===== RECORDS FOR THIS EXERCISE =====

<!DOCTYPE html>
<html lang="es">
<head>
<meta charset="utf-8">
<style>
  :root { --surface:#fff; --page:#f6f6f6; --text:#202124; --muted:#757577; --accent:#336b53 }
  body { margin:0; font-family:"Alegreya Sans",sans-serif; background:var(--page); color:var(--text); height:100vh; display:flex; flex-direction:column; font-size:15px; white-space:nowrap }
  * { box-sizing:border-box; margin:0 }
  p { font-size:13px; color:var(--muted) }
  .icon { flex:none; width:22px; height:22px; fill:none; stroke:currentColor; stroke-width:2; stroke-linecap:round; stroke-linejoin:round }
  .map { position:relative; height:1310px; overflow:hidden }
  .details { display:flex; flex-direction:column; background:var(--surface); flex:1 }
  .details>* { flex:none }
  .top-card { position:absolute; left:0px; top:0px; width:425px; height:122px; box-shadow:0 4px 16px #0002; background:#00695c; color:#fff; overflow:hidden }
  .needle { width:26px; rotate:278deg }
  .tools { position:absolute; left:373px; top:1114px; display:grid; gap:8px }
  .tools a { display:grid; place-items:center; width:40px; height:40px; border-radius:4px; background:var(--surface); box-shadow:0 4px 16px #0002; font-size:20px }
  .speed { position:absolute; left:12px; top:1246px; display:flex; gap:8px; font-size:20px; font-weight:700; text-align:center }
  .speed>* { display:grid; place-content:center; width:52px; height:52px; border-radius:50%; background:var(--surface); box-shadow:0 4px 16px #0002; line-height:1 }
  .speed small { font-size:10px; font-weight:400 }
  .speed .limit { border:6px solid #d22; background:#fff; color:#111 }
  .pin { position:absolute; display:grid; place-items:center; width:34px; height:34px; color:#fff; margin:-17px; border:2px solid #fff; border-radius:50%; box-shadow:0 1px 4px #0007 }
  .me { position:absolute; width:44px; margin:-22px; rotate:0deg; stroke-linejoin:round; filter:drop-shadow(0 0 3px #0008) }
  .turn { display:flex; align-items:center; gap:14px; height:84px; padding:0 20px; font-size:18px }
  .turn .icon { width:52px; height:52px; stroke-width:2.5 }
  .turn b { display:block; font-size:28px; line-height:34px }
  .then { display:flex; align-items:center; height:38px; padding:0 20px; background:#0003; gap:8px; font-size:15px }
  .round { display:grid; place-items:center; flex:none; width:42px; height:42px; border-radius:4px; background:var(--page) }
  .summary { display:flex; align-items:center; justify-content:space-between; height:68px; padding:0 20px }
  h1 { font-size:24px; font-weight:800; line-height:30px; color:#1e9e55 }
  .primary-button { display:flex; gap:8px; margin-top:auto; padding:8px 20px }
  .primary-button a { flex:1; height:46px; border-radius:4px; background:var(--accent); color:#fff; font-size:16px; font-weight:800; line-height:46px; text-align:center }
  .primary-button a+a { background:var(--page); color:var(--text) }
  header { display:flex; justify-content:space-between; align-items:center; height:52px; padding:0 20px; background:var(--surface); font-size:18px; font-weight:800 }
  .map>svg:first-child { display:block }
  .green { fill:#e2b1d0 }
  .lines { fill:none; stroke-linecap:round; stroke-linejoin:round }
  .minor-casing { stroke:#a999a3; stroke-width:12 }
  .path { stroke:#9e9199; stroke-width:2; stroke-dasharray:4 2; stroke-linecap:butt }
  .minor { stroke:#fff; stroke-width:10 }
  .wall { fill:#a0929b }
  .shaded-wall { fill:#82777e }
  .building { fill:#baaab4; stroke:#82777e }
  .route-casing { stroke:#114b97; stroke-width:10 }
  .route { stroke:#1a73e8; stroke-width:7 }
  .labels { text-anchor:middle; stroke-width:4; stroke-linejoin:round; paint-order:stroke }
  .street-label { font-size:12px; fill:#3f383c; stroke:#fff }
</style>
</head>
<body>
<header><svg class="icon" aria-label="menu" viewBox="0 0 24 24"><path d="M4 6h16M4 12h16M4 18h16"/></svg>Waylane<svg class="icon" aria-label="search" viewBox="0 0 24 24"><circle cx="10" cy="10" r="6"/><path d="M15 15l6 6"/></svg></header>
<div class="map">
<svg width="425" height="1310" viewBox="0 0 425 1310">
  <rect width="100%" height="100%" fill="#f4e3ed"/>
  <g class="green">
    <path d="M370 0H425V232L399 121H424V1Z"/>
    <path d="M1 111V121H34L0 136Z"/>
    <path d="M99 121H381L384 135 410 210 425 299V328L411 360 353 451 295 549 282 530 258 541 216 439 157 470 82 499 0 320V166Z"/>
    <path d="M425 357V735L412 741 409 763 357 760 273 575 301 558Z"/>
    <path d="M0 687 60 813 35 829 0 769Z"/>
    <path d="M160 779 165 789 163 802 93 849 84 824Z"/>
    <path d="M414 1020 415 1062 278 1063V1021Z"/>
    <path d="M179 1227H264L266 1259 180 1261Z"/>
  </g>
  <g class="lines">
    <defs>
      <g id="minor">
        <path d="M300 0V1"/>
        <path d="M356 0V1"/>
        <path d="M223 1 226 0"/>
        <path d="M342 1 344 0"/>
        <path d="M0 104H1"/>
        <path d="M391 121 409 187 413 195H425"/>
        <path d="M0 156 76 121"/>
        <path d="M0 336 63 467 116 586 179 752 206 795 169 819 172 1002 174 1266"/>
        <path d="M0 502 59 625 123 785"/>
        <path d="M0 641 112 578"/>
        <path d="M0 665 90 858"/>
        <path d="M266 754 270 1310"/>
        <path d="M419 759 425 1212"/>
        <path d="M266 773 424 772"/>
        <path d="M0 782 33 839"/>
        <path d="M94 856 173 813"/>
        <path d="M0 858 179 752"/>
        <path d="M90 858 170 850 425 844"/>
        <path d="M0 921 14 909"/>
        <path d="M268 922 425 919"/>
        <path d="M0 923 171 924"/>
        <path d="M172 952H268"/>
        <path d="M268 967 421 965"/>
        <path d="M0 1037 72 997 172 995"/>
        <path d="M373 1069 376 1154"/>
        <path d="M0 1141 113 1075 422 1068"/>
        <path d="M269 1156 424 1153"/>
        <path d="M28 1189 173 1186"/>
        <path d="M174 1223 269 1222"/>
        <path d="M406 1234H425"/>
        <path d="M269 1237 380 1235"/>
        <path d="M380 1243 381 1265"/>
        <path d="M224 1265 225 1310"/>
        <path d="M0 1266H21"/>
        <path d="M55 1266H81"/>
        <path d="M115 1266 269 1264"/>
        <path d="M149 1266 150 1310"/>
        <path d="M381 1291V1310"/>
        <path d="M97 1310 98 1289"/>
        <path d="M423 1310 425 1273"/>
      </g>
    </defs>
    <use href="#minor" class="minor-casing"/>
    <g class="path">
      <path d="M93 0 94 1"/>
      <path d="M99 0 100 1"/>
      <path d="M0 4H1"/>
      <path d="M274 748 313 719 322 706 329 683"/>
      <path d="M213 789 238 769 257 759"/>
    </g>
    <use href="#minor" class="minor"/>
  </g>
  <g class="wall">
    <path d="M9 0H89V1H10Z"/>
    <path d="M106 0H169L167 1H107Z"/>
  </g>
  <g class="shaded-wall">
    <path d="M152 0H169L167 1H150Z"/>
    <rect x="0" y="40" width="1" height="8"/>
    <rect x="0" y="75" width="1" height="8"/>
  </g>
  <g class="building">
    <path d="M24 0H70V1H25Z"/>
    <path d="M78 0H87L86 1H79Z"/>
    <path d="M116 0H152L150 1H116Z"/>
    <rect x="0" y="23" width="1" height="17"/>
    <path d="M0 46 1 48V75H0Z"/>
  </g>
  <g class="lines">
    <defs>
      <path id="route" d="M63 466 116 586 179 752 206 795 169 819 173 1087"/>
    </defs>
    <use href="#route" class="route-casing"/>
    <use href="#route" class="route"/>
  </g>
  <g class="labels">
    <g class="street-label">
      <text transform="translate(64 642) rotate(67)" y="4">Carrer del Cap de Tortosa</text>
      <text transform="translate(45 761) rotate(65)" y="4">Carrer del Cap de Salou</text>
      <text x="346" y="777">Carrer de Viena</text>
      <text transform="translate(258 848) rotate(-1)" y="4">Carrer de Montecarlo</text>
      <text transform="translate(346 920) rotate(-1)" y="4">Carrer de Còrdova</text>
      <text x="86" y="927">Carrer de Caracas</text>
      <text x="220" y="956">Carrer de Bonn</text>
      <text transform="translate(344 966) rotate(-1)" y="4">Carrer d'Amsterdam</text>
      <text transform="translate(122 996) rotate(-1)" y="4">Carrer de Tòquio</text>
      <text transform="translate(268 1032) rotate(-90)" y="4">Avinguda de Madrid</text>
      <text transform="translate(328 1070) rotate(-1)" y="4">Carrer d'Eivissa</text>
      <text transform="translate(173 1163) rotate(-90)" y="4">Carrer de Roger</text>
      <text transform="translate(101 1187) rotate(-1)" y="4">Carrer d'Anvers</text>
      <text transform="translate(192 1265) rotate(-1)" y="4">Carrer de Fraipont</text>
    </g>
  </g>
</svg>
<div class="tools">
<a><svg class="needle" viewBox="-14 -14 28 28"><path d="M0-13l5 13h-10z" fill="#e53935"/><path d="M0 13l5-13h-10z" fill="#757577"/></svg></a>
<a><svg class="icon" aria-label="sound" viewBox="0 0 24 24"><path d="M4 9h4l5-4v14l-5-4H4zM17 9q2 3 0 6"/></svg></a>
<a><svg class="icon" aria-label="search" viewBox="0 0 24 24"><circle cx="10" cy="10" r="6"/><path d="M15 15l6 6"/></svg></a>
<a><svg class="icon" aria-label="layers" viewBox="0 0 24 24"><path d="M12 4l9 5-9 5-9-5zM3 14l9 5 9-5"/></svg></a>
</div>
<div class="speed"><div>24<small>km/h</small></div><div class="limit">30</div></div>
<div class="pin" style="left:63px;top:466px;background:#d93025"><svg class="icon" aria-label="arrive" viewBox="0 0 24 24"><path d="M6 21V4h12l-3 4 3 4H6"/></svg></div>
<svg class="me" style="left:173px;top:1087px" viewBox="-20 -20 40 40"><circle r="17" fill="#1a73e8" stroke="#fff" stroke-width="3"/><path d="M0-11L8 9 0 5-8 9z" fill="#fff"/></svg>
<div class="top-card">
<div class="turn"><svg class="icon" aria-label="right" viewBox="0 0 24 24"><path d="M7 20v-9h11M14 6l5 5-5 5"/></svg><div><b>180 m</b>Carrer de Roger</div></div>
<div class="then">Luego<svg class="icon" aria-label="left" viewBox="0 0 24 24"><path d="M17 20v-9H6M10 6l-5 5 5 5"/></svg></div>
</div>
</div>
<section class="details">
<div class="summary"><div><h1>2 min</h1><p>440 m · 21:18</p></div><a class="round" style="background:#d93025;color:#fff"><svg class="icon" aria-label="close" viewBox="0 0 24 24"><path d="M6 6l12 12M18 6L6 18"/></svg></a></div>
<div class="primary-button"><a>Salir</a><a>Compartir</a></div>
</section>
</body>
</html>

=====

Only a number belongs in the answer: the number of lines in the preceding data that hold "muted".

2